Alumni Impact Fund: Proposed Projects

The three projects described here are candidates for Alumni Impact Fund support.

Catalyzing International Space Traffic Management

Space debris orbiting Earth, illustration by dottedhippo/Getty Images

Illustration by dottedhippo/Getty Images

Despite significant increases in space congestion and growing indications that we are at a tipping point for space traffic, the basic treaties and space governance mechanisms that were crafted 50 years ago have only marginally changed. Growing geopolitical competition and conflict precursors also leave the domain vulnerable to shocks that could reduce its benefit to humanity. A viable governance system for the future is imperative for economic and security reasons. Creating a practical, long-lasting space traffic management system—less likely to encounter geopolitical polarization compared to more contentious security issues—can help ensure space exploration is sustained for the benefit of all.

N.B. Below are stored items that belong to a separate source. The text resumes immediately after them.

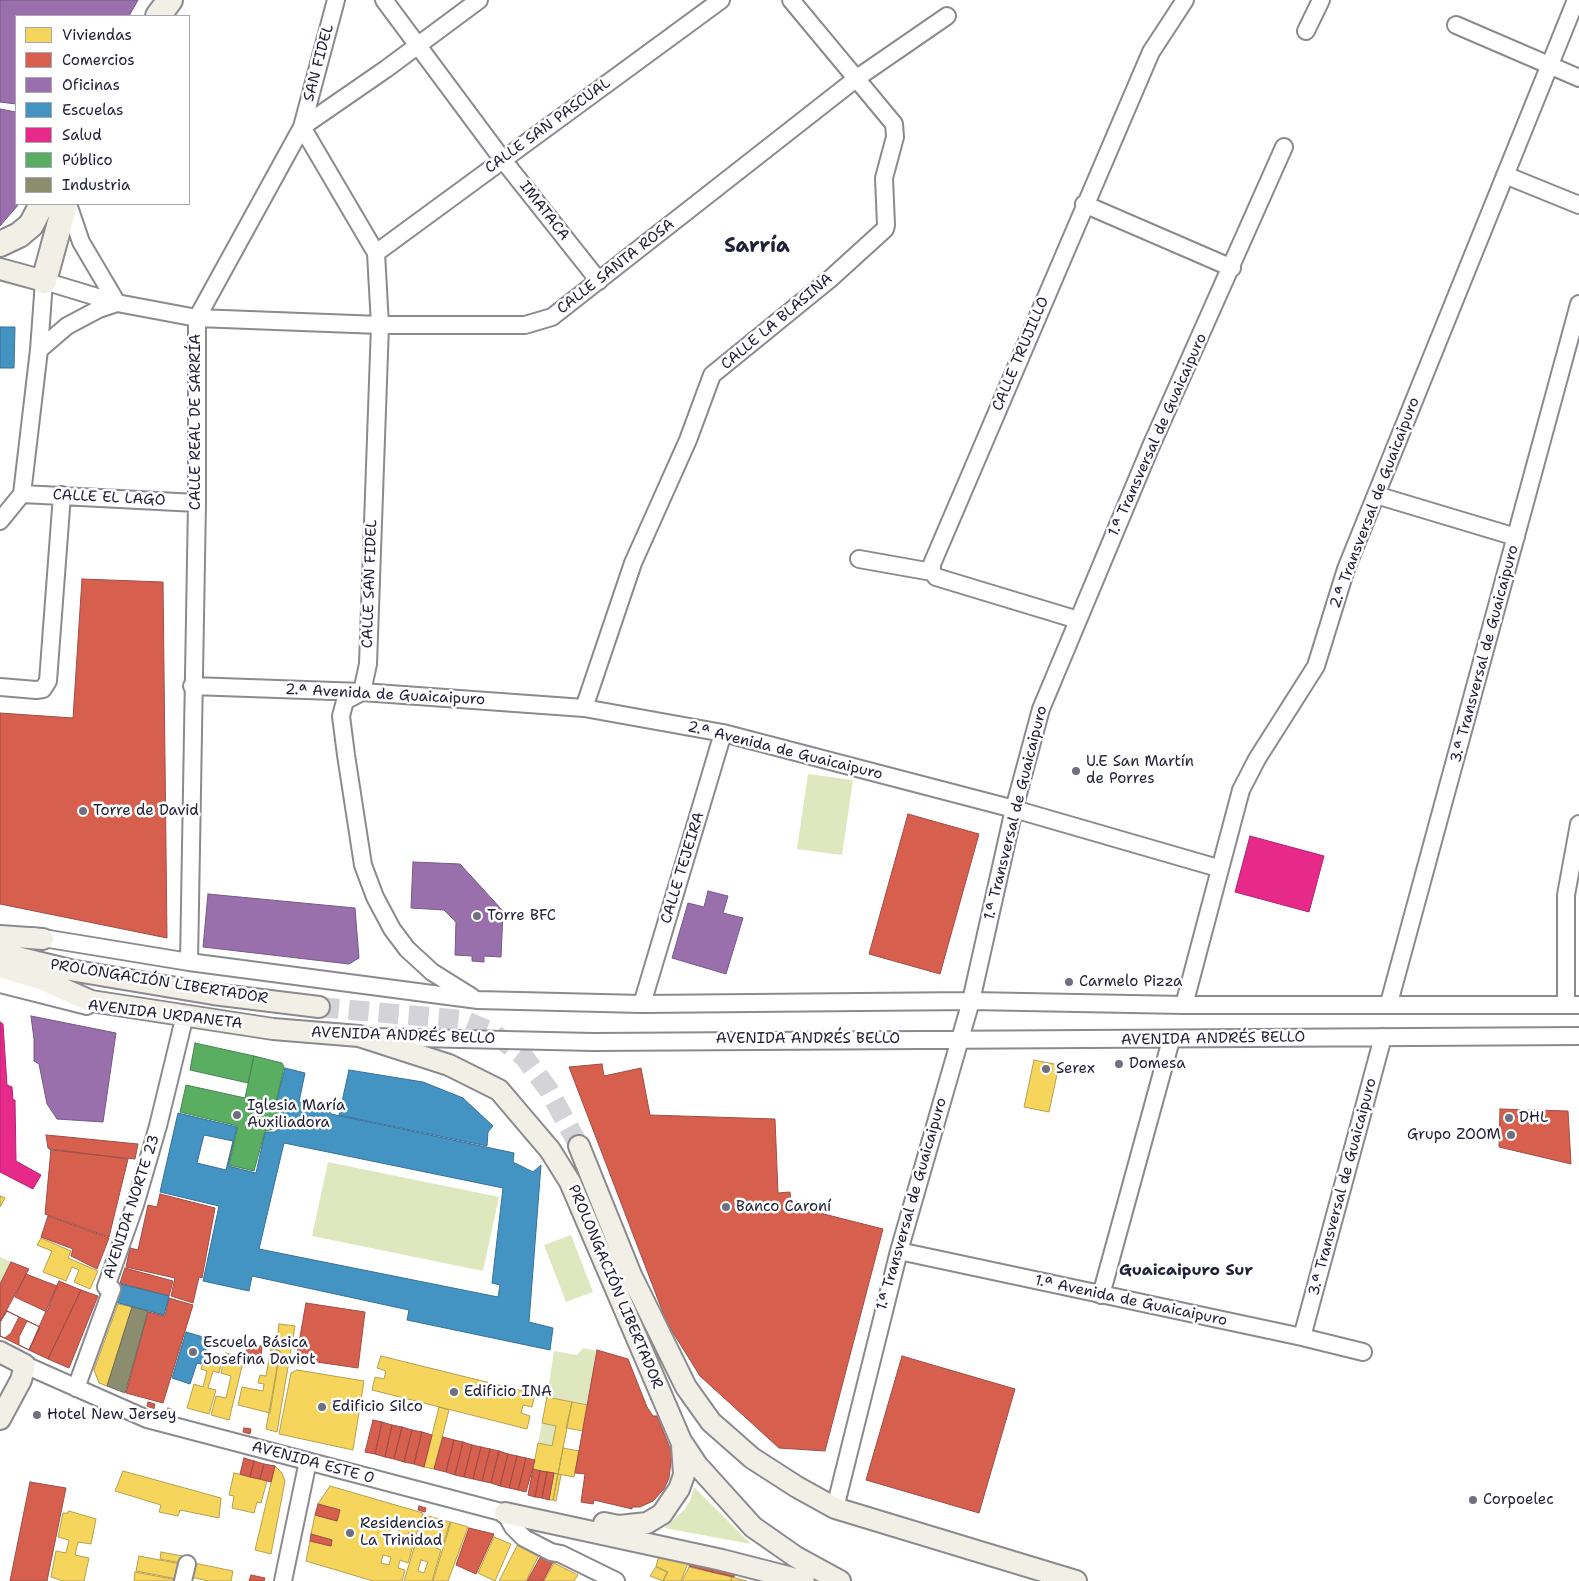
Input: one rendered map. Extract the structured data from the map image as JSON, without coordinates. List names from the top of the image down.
{
  "streets": {
    "main road": ["PROLONGACIÓN LIBERTADOR", "AVENIDA ANDRÉS BELLO", "AVENIDA ESTE 0"],
    "street": [
      "SAN FIDEL",
      "CALLE SAN PASCUAL",
      "IMATACA",
      "CALLE SANTA ROSA",
      "CALLE LA BLASINA",
      "CALLE TRUJILLO",
      "CALLE REAL DE SARRÍA",
      "1.ª Transversal de Guaicaipuro",
      "CALLE EL LAGO",
      "2.ª Transversal de Guaicaipuro",
      "CALLE SAN FIDEL",
      "3.ª Transversal de Guaicaipuro",
      "2.ª Avenida de Guaicaipuro",
      "CALLE TEJEIRA",
      "AVENIDA URDANETA",
      "AVENIDA NORTE 23",
      "1.ª Avenida de Guaicaipuro"
    ]
  },
  "crossings": [
    ["SAN FIDEL", "CALLE REAL DE SARRÍA"],
    ["SAN FIDEL", "CALLE SAN FIDEL"],
    ["CALLE SAN PASCUAL", "IMATACA"],
    ["CALLE SAN PASCUAL", "CALLE SAN FIDEL"],
    ["IMATACA", "CALLE SANTA ROSA"],
    ["IMATACA", "CALLE REAL DE SARRÍA"],
    ["CALLE SANTA ROSA", "CALLE LA BLASINA"],
    ["CALLE SANTA ROSA", "CALLE REAL DE SARRÍA"],
    ["CALLE SANTA ROSA", "CALLE SAN FIDEL"],
    ["CALLE LA BLASINA", "2.ª Avenida de Guaicaipuro"],
    ["CALLE REAL DE SARRÍA", "CALLE EL LAGO"],
    ["CALLE REAL DE SARRÍA", "CALLE SAN FIDEL"],
    ["CALLE REAL DE SARRÍA", "2.ª Avenida de Guaicaipuro"],
    ["1.ª Transversal de Guaicaipuro", "2.ª Avenida de Guaicaipuro"],
    ["1.ª Transversal de Guaicaipuro", "PROLONGACIÓN LIBERTADOR"],
    ["1.ª Transversal de Guaicaipuro", "AVENIDA ANDRÉS BELLO"],
    ["1.ª Transversal de Guaicaipuro", "1.ª Avenida de Guaicaipuro"],
    ["2.ª Transversal de Guaicaipuro", "2.ª Avenida de Guaicaipuro"],
    ["CALLE SAN FIDEL", "2.ª Avenida de Guaicaipuro"],
    ["3.ª Transversal de Guaicaipuro", "AVENIDA ANDRÉS BELLO"],
    ["3.ª Transversal de Guaicaipuro", "1.ª Avenida de Guaicaipuro"],
    ["2.ª Avenida de Guaicaipuro", "CALLE TEJEIRA"],
    ["PROLONGACIÓN LIBERTADOR", "AVENIDA ANDRÉS BELLO"],
    ["AVENIDA URDANETA", "AVENIDA ANDRÉS BELLO"],
    ["AVENIDA URDANETA", "AVENIDA NORTE 23"],
    ["AVENIDA NORTE 23", "AVENIDA ESTE 0"]
  ],
  "districts": ["Sarría", "Guaicaipuro Sur"],
  "places": [
    "U.E San Martín de Porres",
    "Torre de David",
    "Torre BFC",
    "Carmelo Pizza",
    "Domesa",
    "Serex",
    "Iglesia María Auxiliadora",
    "DHL",
    "Grupo ZOOM",
    "Banco Caroní",
    "Escuela Básica Josefina Daviot",
    "Edificio INA",
    "Edificio Silco",
    "Hotel New Jersey",
    "Corpoelec",
    "Residencias La Trinidad"
  ],
  "legend": [
    "Viviendas",
    "Comercios",
    "Oficinas",
    "Escuelas",
    "Salud",
    "Público",
    "Industria"
  ]
}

Bruce McClintock and Anca Agachi will use Alumni Impact funding to further develop, socialize, and widely share recommendations from RAND's first report on international space traffic management (ISTM) with expert and policy audiences in Europe, the Indo-Pacific, and the United States—regions that are critical for progress on ISTM. The research team will host structured workshops for each region, targeting space experts, scientific advisors, government officials, and other track II actors from key countries and regions to help advance the recommendations in RAND's report. Ideally, this effort will catalyze an international space traffic management convention and lead to a sustainable governance process and structure.

Partnering with Educators to Craft Coherent K–12 Instructional Systems

A female teacher stands in front of a class explaining a concept while her students listen. Photo by wavebreak3/Adobe Stock

Photo by wavebreak3/Adobe Stock

Instructional system coherence—ensuring that teachers are getting consistent and clear messages about what to teach and how to teach it—is critical for instructional quality, teacher well-being, and student learning. As important as it is, the concept is abstract and potentially difficult to grasp, especially in written form.

With AIF funding, Elaine Wang and colleagues will extend the reach of RAND's portfolio of work on “coherent instructional systems” in K–12 education by developing new forms of messaging, in collaboration with practitioners, to help on-the-ground educators—K–12 principals and teachers who are essential for systems change—deeply understand and prioritize this concept. She will use the funding to develop and disseminate brief, digestible educator-facing messages, including short video(s) to clearly explain instructional system coherence and its importance. Additionally, the funding will enable video documentation of practitioners' use of RAND's “Improving Instructional System Coherence” toolkit, featuring practitioner voices, which will help improve educator awareness and greater take-up of the toolkit—with the goal of having more districts and schools engage in work to improve the coherence of their systems.

Strengthening the Health Care Workforce

Health care staff stacking their hands together in a hospital, photo by PeopleImages/Getty Images

Photo by PeopleImages/Getty Images

The United States faces a significant shortage of health care workers in nursing, primary care, and behavioral health. If current trends persist, these shortages will only increase in the face of an aging U.S. population and with health threats from climate change and emerging pathogens. Securing the health workforce in the United States is a top priority for hospitals, health systems, and policymakers.

With AIF funding, Mahshid Abir will build on RAND work that identified interventions to help address health care workforce shortages in the Commonwealth of Virginia and ongoing work to identify strategies for retention and recruitment of U.S. Army nurses. She will assess the applicability of the RAND findings to other localities and populations, including evaluating strategies for health care workforce retention and recruitment in very urban centers, county and safety net hospitals, and critical access hospitals, and for primary care, nursing, and behavioral health. The impact funding will support a RAND-hosted conference and the publication of both the study results and conference proceedings to help inform national practices and policies for developing the health workforce in the United States.